Monocular Normal Estimation via Shading Sequence Estimation

Monocular normal estimation aims to estimate the normal map from a single RGB image of an object under arbitrary lights. Existing methods rely on deep models to directly predict normal maps. However, they often suffer from 3D misalignment: while the estimated normal maps may appear to have a correct appearance, the reconstructed surfaces often fail to align with the 3D geometry. We argue that this misalignment stems from the current paradigm: the model struggles to distinguish and estimate varying geometry represented in normal maps, as the differences in underlying geometry are reflected only through relatively subtle color variations. To address this issue, we propose a new paradigm that reformulates normal estimation as shading sequence estimation, where shading sequences are more sensitive to various geometry information. By learning to infer the shading sequence of an object, the model can better capture underlying 3D geometry and thereby produce more accurate normal predictions.
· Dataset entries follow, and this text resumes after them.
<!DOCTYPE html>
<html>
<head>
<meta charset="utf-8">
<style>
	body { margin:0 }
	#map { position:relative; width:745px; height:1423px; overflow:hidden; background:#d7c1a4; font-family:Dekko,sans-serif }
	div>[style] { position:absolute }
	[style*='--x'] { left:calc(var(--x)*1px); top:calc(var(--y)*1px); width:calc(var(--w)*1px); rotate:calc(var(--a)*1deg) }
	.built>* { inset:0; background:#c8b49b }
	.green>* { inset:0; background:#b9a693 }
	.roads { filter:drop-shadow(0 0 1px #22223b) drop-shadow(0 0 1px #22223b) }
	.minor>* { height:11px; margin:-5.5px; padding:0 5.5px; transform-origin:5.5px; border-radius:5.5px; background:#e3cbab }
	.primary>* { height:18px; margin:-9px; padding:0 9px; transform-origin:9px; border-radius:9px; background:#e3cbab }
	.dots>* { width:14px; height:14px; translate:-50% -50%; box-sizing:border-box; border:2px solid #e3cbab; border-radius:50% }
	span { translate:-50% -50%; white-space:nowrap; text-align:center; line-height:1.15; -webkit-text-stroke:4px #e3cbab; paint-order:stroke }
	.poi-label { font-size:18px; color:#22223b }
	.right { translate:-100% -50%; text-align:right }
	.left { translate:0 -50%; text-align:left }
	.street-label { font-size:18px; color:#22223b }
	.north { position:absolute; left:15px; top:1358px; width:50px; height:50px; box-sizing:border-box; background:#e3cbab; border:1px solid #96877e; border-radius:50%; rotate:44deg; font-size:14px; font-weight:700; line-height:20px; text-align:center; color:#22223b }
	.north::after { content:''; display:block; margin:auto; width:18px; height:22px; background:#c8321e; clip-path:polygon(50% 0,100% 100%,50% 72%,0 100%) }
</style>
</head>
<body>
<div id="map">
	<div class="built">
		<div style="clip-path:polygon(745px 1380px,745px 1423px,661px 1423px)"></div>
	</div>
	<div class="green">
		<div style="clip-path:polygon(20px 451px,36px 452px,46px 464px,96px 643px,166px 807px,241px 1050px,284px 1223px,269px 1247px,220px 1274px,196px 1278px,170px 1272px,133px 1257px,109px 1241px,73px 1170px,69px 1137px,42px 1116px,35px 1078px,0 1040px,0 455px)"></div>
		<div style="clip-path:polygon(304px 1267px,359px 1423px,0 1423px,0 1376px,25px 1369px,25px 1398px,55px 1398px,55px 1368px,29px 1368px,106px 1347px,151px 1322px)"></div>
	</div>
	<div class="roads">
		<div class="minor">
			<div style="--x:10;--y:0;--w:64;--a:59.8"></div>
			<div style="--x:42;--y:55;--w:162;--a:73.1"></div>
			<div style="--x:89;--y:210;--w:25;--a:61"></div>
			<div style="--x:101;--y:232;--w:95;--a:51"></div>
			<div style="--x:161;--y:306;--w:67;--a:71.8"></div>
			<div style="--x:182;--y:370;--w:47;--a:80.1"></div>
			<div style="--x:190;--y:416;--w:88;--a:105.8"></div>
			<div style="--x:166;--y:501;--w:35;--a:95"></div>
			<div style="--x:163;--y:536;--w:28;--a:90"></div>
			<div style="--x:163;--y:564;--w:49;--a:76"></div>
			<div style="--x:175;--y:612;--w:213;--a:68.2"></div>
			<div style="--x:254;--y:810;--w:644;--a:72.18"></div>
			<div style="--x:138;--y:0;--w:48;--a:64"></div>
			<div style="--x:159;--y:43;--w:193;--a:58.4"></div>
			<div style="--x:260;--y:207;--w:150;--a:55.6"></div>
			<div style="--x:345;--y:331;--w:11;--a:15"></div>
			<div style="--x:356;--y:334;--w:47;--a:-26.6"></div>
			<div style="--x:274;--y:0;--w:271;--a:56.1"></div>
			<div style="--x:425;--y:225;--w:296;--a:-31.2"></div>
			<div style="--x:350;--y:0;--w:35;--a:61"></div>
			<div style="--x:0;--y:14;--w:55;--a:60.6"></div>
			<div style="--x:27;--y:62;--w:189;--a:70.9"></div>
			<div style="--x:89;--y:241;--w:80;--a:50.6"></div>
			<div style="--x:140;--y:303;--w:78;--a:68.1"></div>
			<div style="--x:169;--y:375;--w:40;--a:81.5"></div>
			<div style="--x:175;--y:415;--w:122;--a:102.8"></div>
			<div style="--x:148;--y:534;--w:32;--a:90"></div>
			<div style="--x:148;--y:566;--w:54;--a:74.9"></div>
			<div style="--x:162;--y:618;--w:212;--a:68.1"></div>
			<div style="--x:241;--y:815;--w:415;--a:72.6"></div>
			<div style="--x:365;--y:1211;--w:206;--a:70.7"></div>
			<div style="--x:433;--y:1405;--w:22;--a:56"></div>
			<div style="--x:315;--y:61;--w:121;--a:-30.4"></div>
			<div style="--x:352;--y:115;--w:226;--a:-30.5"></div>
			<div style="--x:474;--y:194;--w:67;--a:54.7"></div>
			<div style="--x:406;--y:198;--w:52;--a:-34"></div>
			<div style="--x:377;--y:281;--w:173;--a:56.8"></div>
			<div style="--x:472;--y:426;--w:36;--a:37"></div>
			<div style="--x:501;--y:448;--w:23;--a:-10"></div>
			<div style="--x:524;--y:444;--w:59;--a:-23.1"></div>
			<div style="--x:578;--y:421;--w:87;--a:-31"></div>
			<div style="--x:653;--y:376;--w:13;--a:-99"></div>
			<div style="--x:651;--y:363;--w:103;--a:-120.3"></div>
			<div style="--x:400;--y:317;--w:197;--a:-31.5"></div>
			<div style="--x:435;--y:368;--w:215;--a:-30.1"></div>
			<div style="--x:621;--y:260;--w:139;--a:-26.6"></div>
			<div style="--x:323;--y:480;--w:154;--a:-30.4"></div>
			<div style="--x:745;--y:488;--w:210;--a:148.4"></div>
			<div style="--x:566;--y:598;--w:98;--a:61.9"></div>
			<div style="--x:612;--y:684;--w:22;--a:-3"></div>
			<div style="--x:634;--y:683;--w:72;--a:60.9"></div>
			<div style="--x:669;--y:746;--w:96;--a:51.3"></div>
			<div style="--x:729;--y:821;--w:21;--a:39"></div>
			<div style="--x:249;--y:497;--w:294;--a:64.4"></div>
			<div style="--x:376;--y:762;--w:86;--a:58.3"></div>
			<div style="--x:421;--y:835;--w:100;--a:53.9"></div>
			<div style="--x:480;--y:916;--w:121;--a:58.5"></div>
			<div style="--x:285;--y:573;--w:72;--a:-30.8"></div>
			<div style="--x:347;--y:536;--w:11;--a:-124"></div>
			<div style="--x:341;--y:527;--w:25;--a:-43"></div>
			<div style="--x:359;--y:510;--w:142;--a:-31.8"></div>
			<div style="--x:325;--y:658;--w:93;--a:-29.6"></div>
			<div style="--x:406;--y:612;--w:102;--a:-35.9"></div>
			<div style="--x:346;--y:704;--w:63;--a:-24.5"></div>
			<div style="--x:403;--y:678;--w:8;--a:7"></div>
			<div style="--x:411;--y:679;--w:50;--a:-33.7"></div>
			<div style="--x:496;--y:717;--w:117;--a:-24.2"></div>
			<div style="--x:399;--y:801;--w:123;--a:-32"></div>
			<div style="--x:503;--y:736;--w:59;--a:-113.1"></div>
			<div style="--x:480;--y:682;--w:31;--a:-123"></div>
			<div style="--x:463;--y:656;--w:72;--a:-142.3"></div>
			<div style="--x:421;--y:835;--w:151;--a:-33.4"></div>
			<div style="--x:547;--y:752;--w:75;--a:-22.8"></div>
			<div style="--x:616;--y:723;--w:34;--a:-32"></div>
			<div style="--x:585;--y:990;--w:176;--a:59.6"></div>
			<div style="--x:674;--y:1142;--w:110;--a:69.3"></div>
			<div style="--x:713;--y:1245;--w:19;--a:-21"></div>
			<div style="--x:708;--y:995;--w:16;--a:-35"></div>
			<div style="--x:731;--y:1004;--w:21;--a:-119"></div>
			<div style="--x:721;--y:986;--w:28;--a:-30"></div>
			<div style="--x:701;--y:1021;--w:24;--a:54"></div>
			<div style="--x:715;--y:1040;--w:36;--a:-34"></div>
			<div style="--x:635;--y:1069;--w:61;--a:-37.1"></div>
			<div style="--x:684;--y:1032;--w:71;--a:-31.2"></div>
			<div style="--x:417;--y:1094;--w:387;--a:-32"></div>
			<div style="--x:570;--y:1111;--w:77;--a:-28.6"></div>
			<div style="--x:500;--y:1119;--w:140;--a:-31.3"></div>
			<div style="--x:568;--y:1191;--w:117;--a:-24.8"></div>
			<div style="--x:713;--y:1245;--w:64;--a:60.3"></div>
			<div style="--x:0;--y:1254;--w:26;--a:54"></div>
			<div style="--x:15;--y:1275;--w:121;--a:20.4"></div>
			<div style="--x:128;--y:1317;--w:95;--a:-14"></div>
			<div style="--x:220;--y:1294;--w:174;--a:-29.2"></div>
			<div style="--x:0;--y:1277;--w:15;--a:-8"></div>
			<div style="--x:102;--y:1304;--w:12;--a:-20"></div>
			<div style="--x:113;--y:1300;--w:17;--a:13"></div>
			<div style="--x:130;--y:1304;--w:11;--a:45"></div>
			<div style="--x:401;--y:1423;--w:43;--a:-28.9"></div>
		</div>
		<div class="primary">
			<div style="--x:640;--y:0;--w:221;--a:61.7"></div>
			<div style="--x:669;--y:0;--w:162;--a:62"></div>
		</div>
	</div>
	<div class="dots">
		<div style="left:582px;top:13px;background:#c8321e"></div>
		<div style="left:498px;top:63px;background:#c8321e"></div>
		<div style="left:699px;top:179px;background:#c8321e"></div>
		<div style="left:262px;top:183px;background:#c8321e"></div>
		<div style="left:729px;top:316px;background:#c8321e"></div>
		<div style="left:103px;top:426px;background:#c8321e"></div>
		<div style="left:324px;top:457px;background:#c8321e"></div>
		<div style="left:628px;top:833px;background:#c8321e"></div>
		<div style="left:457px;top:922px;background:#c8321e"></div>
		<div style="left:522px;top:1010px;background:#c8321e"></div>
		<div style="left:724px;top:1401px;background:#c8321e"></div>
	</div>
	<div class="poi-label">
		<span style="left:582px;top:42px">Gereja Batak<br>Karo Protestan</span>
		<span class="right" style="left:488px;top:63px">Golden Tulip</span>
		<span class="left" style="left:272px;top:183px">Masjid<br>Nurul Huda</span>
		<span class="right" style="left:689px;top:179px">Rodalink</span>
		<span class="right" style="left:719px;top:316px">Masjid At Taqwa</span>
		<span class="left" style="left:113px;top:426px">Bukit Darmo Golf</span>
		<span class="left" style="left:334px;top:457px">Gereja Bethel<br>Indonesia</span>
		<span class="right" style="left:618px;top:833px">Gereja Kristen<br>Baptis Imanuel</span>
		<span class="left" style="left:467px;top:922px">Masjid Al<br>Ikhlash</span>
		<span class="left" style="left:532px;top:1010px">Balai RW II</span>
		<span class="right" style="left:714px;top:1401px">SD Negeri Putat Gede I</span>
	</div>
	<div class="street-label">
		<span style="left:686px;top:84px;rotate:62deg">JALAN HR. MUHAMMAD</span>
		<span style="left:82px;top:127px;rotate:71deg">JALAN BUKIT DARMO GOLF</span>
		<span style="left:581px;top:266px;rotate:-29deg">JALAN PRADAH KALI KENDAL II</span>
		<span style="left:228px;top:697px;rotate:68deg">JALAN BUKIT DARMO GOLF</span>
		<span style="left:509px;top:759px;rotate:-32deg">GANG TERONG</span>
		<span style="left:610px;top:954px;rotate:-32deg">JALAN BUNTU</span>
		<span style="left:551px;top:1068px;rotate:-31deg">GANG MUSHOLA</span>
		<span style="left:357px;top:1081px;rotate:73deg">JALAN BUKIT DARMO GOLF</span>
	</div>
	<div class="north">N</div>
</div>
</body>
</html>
Building on this paradigm, we present RoSE, a method that leverages image-to-video generative models to predict shading sequences, which are then converted into normal maps by solving a simple ordinary least-squares problem. To enhance robustness and better handle complex objects, RoSE is trained on a synthetic dataset, MultiShade, with diverse shapes, materials, and light conditions. Experiments demonstrate that RoSE achieves state-of-the-art performance on both synthetic and real-world benchmark datasets for object-based monocular normal estimation.